> Exercise objective
Every line below must be reproduced exactly. Copy them all.

[Stored data]
..........

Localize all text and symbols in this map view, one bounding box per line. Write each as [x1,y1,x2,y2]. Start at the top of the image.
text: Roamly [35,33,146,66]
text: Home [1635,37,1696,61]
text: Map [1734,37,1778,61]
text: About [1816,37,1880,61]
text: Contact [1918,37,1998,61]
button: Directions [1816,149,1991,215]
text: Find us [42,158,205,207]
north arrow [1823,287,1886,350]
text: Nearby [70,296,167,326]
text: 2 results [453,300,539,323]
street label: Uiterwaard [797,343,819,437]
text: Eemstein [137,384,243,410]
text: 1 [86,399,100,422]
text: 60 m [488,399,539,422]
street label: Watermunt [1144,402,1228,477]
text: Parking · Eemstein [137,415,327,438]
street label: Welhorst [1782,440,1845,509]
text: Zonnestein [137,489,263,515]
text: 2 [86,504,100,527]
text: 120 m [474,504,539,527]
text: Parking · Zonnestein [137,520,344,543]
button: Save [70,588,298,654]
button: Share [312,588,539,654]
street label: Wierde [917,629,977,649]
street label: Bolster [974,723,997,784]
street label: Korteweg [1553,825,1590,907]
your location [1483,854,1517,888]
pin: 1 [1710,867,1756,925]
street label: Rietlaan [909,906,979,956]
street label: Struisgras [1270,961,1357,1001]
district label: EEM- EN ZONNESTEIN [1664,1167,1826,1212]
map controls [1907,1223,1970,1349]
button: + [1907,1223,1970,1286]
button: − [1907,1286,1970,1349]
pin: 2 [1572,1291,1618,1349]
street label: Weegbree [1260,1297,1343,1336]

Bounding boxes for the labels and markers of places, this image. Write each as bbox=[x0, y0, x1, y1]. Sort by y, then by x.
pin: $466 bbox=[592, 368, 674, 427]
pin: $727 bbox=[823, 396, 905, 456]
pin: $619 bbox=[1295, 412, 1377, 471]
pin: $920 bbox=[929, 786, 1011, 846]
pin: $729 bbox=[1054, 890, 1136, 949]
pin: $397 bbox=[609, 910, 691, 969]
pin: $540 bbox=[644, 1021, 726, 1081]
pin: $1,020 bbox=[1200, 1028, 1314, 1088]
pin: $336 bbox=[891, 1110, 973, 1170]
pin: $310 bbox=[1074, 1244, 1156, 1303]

..........

> Output of the task
Localize all text and symbols in this map view, one bounding box per line. Write each as [x1,y1,x2,y2]. Start at the top of the image.
text: Roamly [35,33,146,66]
text: Home [1635,37,1696,61]
text: Map [1734,37,1778,61]
text: About [1816,37,1880,61]
text: Contact [1918,37,1998,61]
button: Directions [1816,149,1991,215]
text: Find us [42,158,205,207]
north arrow [1823,287,1886,350]
text: Nearby [70,296,167,326]
text: 2 results [453,300,539,323]
street label: Uiterwaard [797,343,819,437]
text: Eemstein [137,384,243,410]
text: 1 [86,399,100,422]
text: 60 m [488,399,539,422]
street label: Watermunt [1144,402,1228,477]
text: Parking · Eemstein [137,415,327,438]
street label: Welhorst [1782,440,1845,509]
text: Zonnestein [137,489,263,515]
text: 2 [86,504,100,527]
text: 120 m [474,504,539,527]
text: Parking · Zonnestein [137,520,344,543]
button: Save [70,588,298,654]
button: Share [312,588,539,654]
street label: Wierde [917,629,977,649]
street label: Bolster [974,723,997,784]
street label: Korteweg [1553,825,1590,907]
your location [1483,854,1517,888]
pin: 1 [1710,867,1756,925]
street label: Rietlaan [909,906,979,956]
street label: Struisgras [1270,961,1357,1001]
district label: EEM- EN ZONNESTEIN [1664,1167,1826,1212]
map controls [1907,1223,1970,1349]
button: + [1907,1223,1970,1286]
button: − [1907,1286,1970,1349]
pin: 2 [1572,1291,1618,1349]
street label: Weegbree [1260,1297,1343,1336]

Bounding boxes for the labels and markers of places, this image. Write each as bbox=[x0, y0, x1, y1]. Sort by y, then by x.
pin: $466 bbox=[592, 368, 674, 427]
pin: $727 bbox=[823, 396, 905, 456]
pin: $619 bbox=[1295, 412, 1377, 471]
pin: $920 bbox=[929, 786, 1011, 846]
pin: $729 bbox=[1054, 890, 1136, 949]
pin: $397 bbox=[609, 910, 691, 969]
pin: $540 bbox=[644, 1021, 726, 1081]
pin: $1,020 bbox=[1200, 1028, 1314, 1088]
pin: $336 bbox=[891, 1110, 973, 1170]
pin: $310 bbox=[1074, 1244, 1156, 1303]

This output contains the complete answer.